▸ Exercise inputs
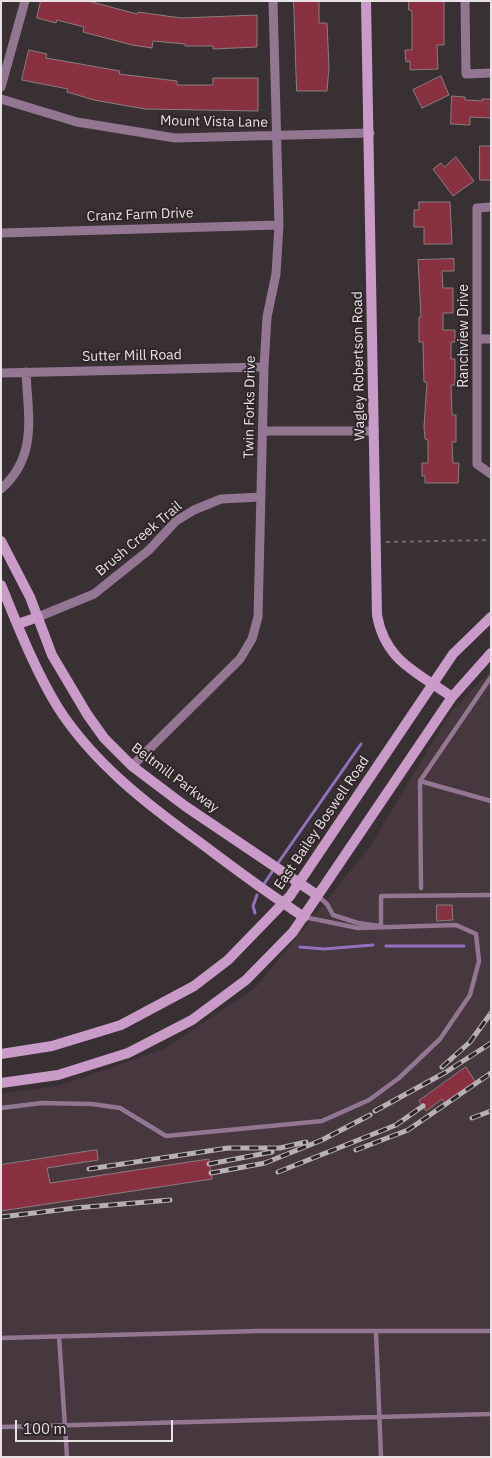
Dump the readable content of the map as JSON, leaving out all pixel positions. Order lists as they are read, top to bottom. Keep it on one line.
{"streets":{"street":["Mount Vista Lane","Cranz Farm Drive","Ranchview Drive","Sutter Mill Road","Wagley Robertson Road","Twin Forks Drive","Brush Creek Trail","Beltmill Parkway","East Bailey Boswell Road"]},"crossings":[["Mount Vista Lane","Wagley Robertson Road"],["Mount Vista Lane","Twin Forks Drive"],["Cranz Farm Drive","Twin Forks Drive"],["Sutter Mill Road","Twin Forks Drive"],["Wagley Robertson Road","East Bailey Boswell Road"],["Twin Forks Drive","Brush Creek Trail"],["Twin Forks Drive","Beltmill Parkway"],["Brush Creek Trail","Beltmill Parkway"],["Beltmill Parkway","East Bailey Boswell Road"]],"scale_bar":"100 m"}
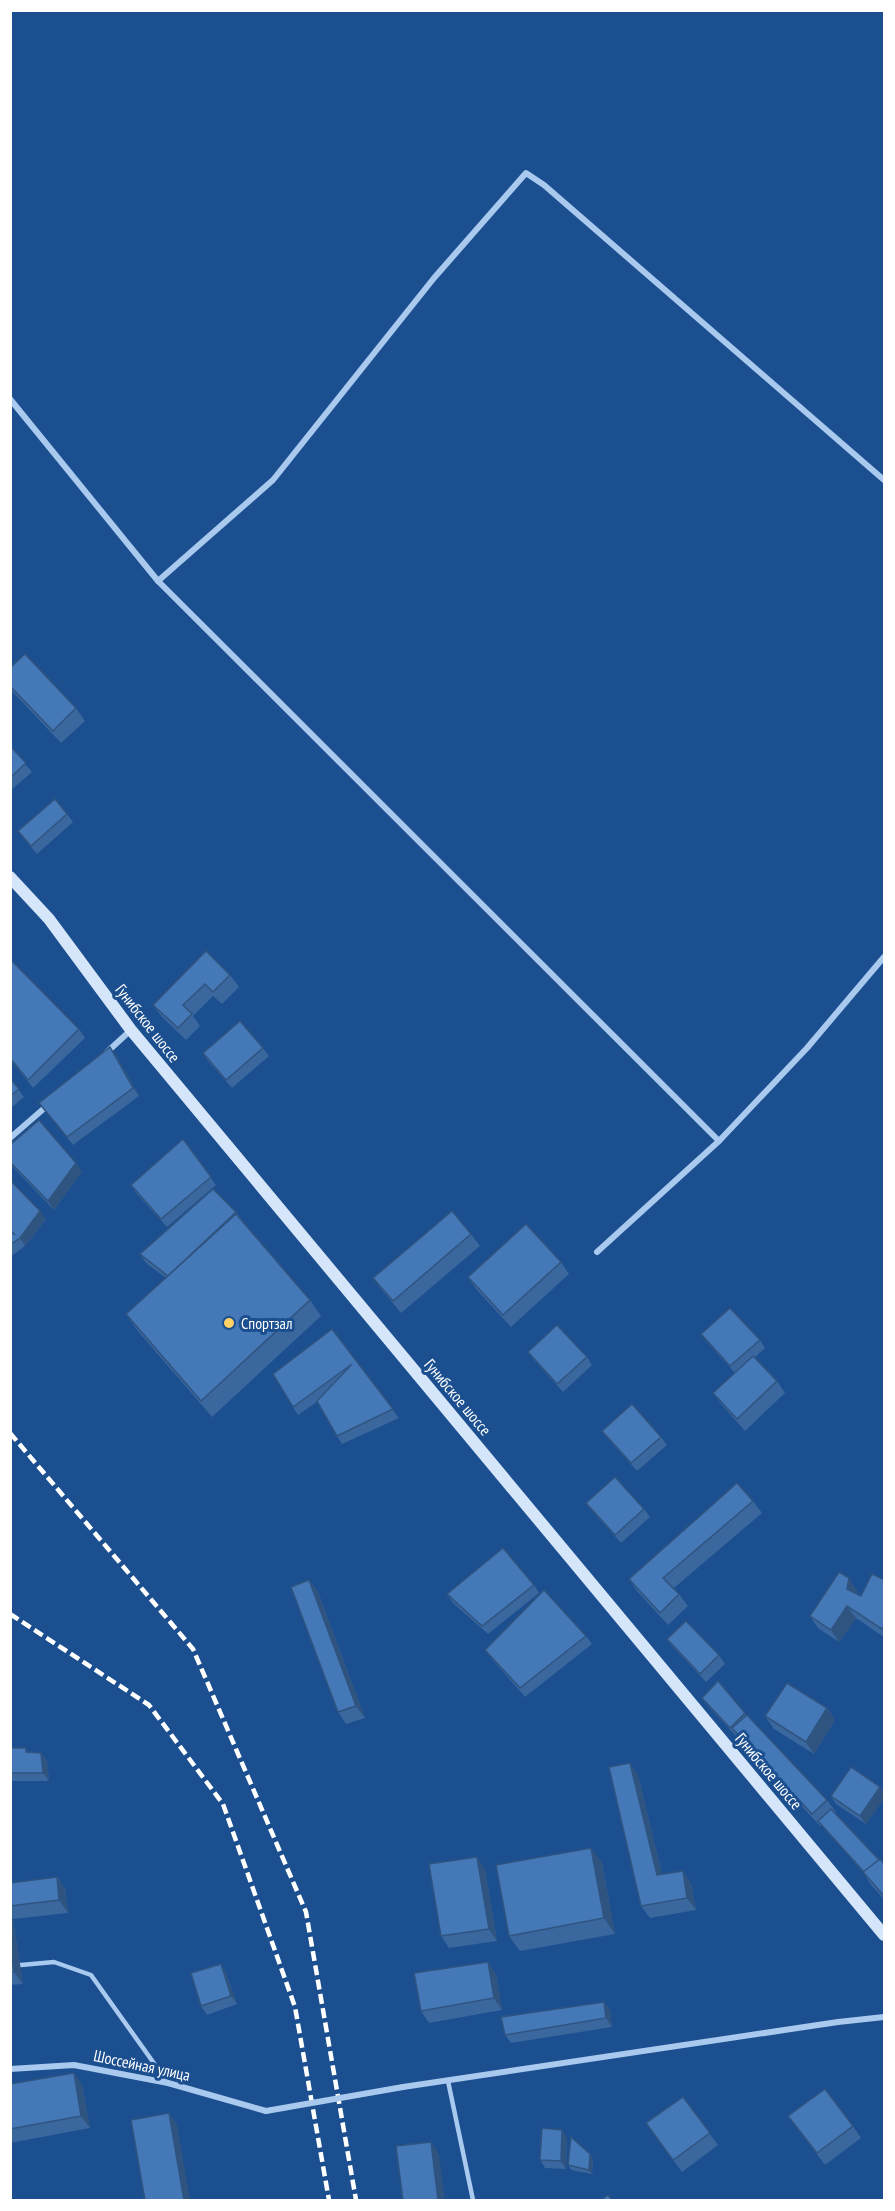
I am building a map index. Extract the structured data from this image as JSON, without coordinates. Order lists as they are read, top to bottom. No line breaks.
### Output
{"streets":{"main road":["Гунибское шоссе"],"street":["Шоссейная улица"]},"places":["Спортзал"]}
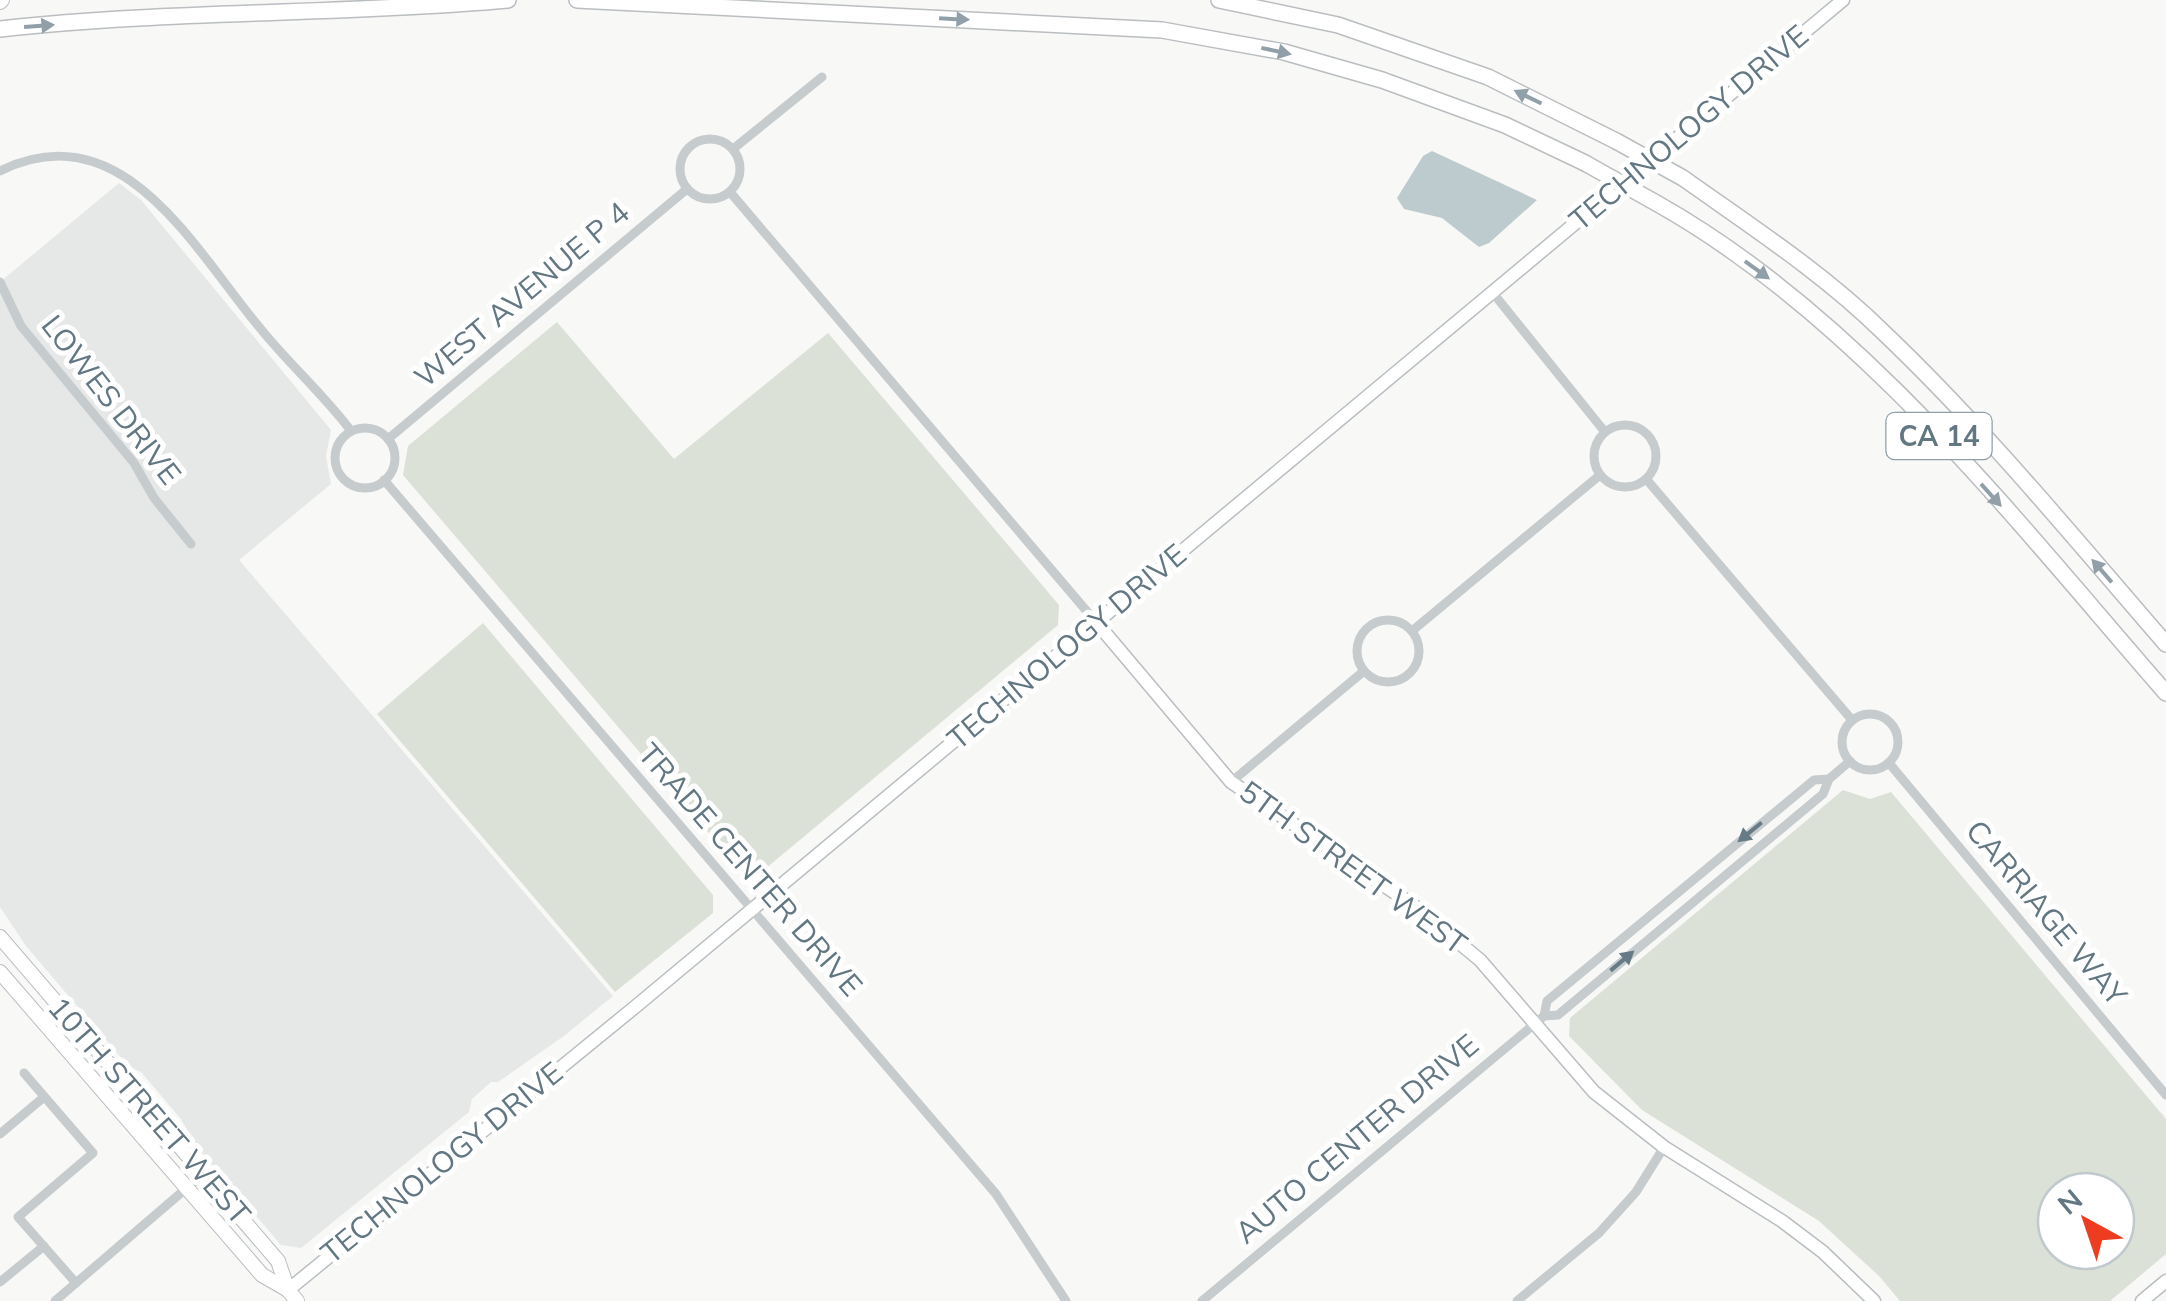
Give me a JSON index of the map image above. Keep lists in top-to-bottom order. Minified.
{"streets":{"highway":["CA 14"],"main road":["TECHNOLOGY DRIVE","5TH STREET WEST","10TH STREET WEST"],"street":["WEST AVENUE P 4","LOWES DRIVE","TRADE CENTER DRIVE","CARRIAGE WAY","AUTO CENTER DRIVE"]},"crossings":[["TECHNOLOGY DRIVE","5TH STREET WEST"],["TECHNOLOGY DRIVE","TRADE CENTER DRIVE"],["TECHNOLOGY DRIVE","10TH STREET WEST"],["WEST AVENUE P 4","5TH STREET WEST"],["WEST AVENUE P 4","TRADE CENTER DRIVE"],["5TH STREET WEST","AUTO CENTER DRIVE"],["CARRIAGE WAY","AUTO CENTER DRIVE"]],"north":"top left"}
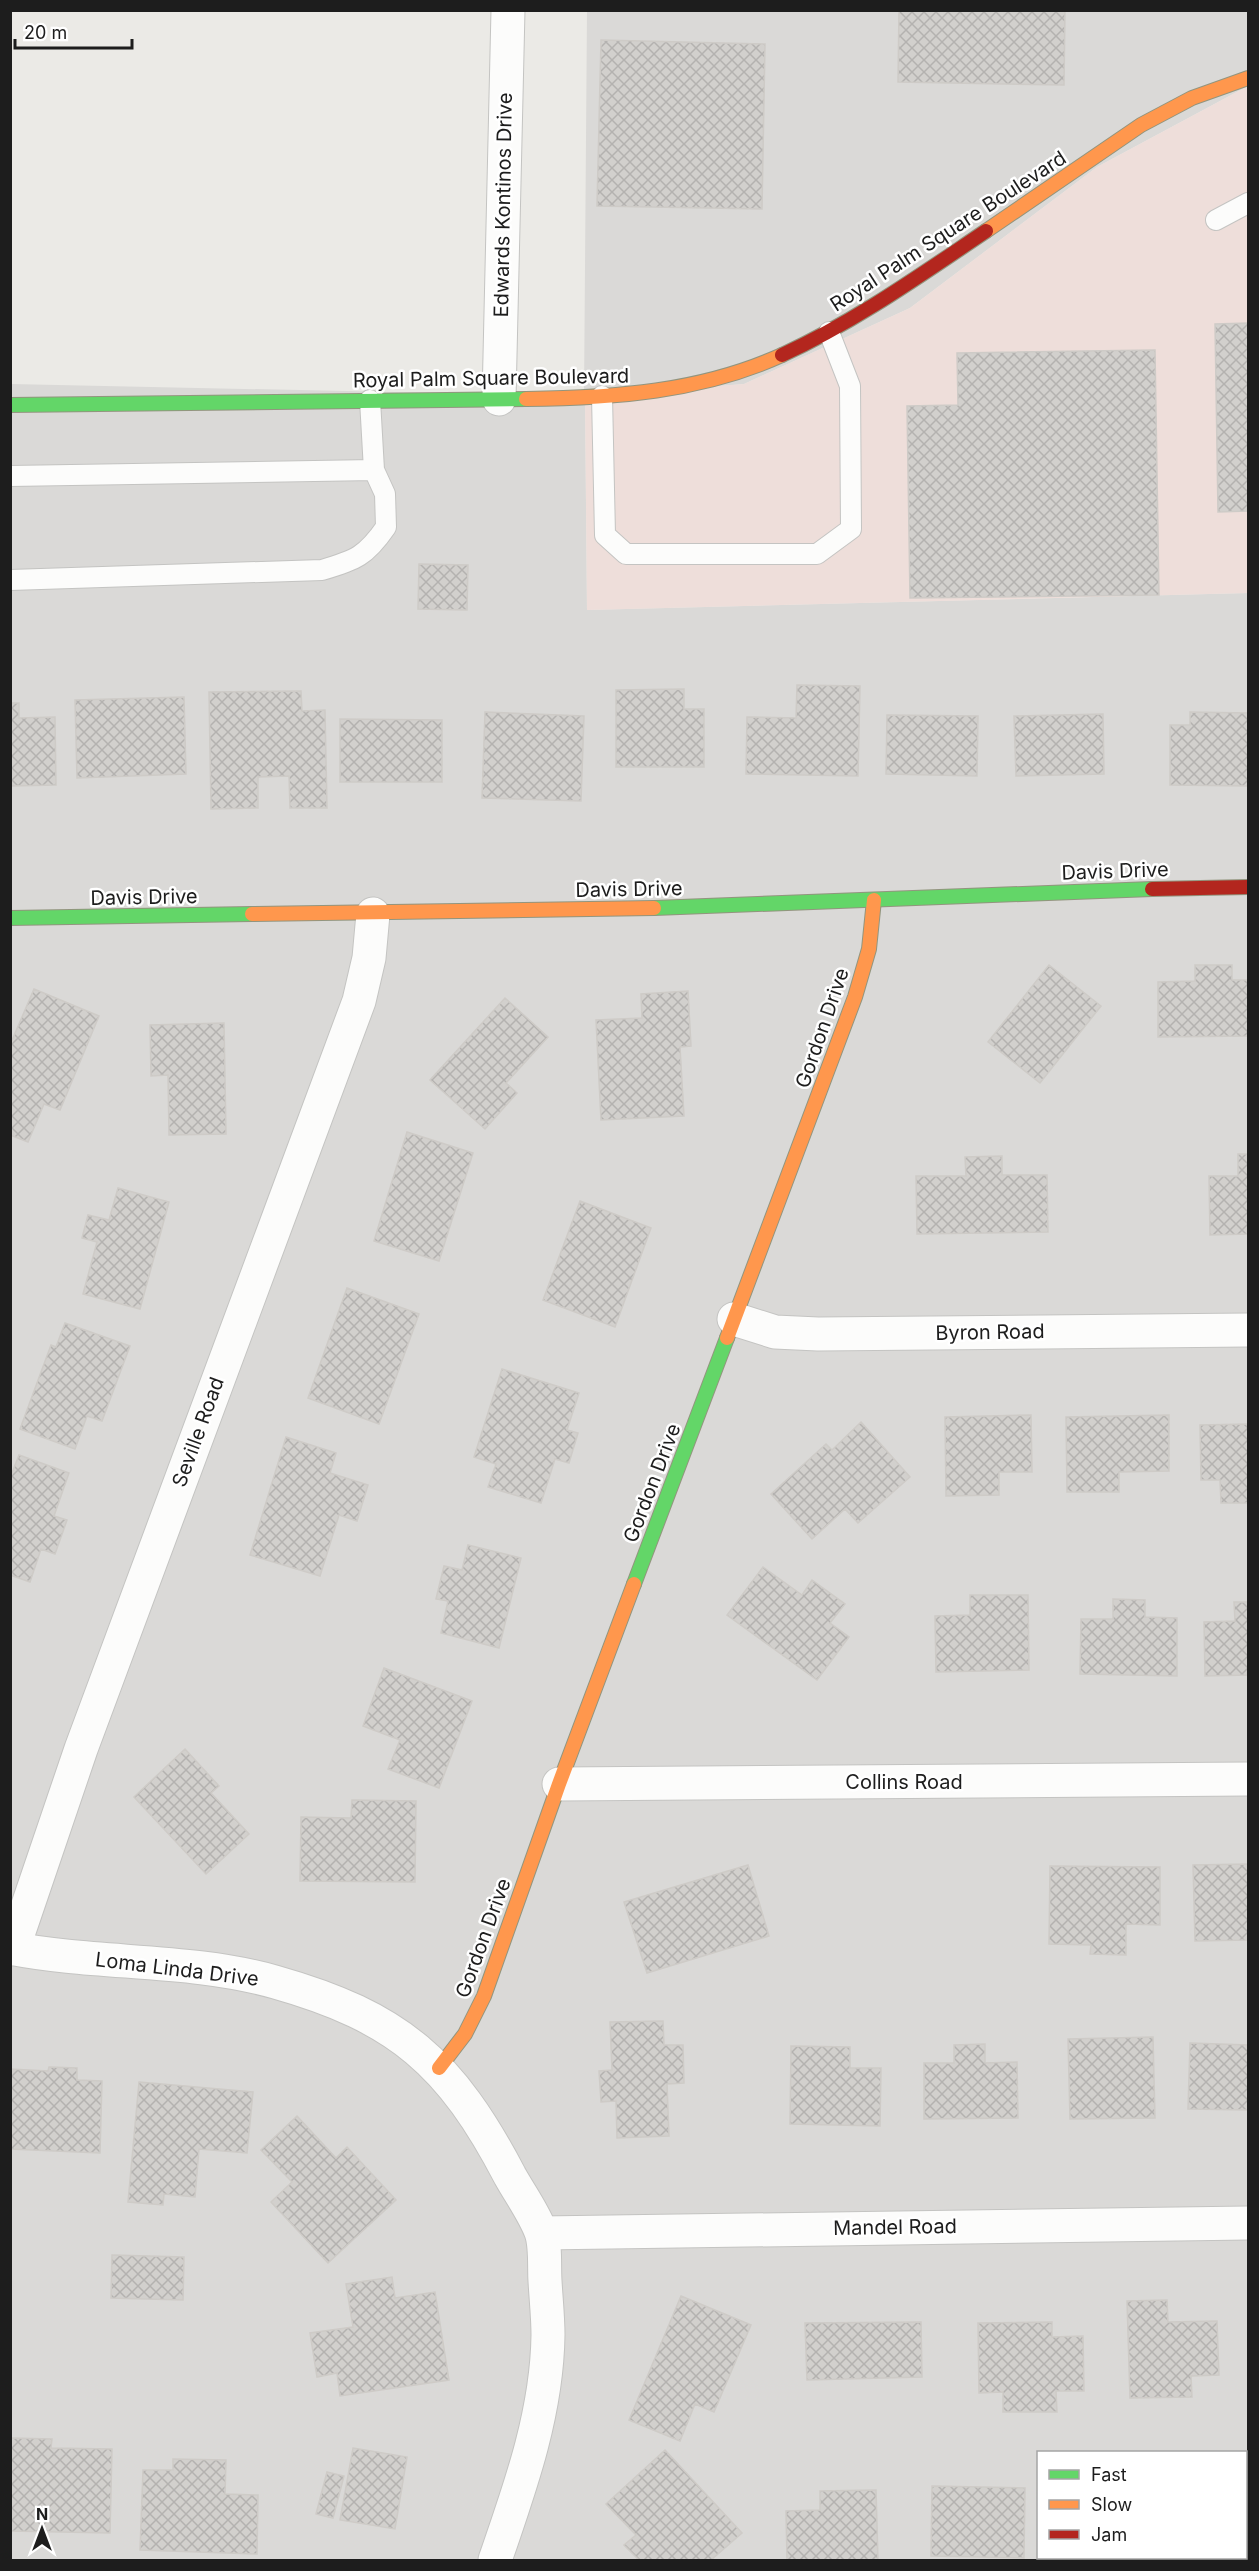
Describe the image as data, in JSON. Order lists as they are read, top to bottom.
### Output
{
  "streets": {
    "street": [
      "Edwards Kontinos Drive",
      "Royal Palm Square Boulevard",
      "Davis Drive",
      "Gordon Drive",
      "Byron Road",
      "Seville Road",
      "Collins Road",
      "Loma Linda Drive",
      "Mandel Road"
    ]
  },
  "crossings": [
    ["Edwards Kontinos Drive", "Royal Palm Square Boulevard"],
    ["Davis Drive", "Gordon Drive"],
    ["Davis Drive", "Seville Road"],
    ["Gordon Drive", "Byron Road"],
    ["Gordon Drive", "Collins Road"],
    ["Gordon Drive", "Loma Linda Drive"],
    ["Seville Road", "Loma Linda Drive"],
    ["Loma Linda Drive", "Mandel Road"]
  ],
  "legend": ["Fast", "Slow", "Jam"],
  "scale_bar": "20 m",
  "north": "top"
}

▸ To do
Copy each line in the listing where "data" appears.

▸ Your response
I am building a map index. Extract the structured data from this image as JSON, without coordinates. Order lists as they are read, top to bottom. No line breaks.
Describe the image as data, in JSON. Order lists as they are read, top to bottom.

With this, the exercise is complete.